→ **SOURCE DATA**
Segment Open

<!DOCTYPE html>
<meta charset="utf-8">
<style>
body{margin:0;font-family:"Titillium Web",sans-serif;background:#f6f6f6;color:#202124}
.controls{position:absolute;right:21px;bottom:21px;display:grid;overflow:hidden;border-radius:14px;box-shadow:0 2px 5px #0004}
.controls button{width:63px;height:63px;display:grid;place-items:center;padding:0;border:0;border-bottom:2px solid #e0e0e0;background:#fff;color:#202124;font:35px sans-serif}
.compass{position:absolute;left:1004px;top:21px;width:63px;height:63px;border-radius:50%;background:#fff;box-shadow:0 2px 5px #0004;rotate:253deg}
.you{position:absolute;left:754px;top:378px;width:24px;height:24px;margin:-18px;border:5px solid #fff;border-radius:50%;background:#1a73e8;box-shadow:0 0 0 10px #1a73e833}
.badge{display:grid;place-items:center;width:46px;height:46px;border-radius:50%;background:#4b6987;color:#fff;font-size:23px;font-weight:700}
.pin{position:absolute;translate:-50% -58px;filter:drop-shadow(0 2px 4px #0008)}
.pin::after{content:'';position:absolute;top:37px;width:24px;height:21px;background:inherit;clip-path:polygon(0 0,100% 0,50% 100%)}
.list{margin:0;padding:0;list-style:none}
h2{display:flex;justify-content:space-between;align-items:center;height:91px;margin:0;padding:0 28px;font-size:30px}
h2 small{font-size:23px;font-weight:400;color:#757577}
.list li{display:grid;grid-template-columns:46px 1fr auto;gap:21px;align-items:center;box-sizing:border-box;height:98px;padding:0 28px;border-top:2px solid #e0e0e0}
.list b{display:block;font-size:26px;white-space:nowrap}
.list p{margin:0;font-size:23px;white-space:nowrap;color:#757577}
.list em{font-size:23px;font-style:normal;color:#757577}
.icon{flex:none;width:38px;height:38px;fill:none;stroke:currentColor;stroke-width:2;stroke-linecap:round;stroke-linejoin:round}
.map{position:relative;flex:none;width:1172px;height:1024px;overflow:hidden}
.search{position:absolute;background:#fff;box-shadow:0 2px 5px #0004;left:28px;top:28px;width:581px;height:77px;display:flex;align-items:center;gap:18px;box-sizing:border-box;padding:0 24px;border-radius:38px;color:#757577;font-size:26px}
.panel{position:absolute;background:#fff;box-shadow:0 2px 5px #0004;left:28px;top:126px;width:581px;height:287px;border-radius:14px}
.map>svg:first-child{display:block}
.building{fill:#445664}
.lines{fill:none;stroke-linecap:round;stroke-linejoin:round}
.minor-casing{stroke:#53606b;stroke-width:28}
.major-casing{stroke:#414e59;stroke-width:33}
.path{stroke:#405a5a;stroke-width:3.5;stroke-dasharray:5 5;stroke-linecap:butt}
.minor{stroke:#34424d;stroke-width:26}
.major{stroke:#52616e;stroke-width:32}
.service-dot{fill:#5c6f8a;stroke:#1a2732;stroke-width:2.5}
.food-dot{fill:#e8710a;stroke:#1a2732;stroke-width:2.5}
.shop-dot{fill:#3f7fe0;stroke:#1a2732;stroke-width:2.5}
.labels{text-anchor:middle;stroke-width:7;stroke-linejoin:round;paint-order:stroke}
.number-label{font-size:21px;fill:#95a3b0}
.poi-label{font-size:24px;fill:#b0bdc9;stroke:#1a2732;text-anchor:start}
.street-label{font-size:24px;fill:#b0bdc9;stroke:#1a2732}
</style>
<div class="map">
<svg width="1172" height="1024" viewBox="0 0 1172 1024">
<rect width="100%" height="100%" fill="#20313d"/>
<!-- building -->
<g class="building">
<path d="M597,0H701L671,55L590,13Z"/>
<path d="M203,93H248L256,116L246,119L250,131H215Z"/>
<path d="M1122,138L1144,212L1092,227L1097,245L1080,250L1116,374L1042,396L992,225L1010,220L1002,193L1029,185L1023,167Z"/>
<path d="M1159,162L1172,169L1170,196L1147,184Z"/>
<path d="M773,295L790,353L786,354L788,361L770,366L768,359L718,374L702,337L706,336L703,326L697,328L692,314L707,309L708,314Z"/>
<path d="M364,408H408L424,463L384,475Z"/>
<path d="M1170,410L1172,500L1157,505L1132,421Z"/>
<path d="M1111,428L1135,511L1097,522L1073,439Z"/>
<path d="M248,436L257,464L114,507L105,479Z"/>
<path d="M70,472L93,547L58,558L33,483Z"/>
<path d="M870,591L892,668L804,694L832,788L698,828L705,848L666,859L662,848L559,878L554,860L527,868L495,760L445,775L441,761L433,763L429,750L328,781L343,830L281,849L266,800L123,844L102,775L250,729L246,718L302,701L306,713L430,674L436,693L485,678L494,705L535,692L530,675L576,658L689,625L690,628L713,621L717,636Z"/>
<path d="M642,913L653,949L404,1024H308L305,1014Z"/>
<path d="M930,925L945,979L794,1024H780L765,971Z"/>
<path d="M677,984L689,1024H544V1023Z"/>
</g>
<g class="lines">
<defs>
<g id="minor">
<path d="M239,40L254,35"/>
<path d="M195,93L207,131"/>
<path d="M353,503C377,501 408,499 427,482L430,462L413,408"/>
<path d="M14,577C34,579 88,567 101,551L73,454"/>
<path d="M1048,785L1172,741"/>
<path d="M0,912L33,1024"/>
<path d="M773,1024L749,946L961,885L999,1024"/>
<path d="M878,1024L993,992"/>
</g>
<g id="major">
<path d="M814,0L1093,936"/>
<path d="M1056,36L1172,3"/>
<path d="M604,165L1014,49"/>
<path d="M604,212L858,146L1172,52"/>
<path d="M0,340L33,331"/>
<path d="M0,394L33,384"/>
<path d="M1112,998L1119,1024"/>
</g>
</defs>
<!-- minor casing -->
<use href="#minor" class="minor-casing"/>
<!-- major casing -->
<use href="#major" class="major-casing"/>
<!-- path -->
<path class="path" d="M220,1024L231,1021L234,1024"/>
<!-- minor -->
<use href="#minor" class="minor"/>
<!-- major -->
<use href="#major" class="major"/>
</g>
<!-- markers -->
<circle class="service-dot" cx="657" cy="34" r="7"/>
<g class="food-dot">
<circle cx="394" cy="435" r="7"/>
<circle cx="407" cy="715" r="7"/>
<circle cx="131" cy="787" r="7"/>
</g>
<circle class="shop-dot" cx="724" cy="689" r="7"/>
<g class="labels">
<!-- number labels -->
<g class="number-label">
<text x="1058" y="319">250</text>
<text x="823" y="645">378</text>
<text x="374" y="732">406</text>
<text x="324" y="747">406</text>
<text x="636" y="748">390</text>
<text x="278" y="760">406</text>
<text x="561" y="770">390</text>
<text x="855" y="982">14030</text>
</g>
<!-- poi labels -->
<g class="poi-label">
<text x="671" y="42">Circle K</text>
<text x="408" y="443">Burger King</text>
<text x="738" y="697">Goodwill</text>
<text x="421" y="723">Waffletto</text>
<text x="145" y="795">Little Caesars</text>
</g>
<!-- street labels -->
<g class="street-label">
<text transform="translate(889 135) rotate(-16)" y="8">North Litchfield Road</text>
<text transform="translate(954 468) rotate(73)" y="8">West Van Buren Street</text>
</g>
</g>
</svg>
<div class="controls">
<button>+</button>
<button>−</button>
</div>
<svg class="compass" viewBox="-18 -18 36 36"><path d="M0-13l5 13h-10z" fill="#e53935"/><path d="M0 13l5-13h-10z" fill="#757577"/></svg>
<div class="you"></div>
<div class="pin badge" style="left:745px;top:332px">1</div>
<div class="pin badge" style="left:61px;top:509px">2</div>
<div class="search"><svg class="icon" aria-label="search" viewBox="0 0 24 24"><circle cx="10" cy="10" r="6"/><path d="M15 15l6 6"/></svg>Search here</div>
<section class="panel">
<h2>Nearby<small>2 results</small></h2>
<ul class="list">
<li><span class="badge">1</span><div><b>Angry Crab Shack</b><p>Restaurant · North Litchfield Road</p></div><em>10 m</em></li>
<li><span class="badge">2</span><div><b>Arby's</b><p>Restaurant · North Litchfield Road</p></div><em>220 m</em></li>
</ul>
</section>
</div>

Segment Closed

→ **WORK INSTRUCTION**
Reply with nothing but the number of lines in the entries above that hold the string "list".

→ **TASK OUTPUT**
6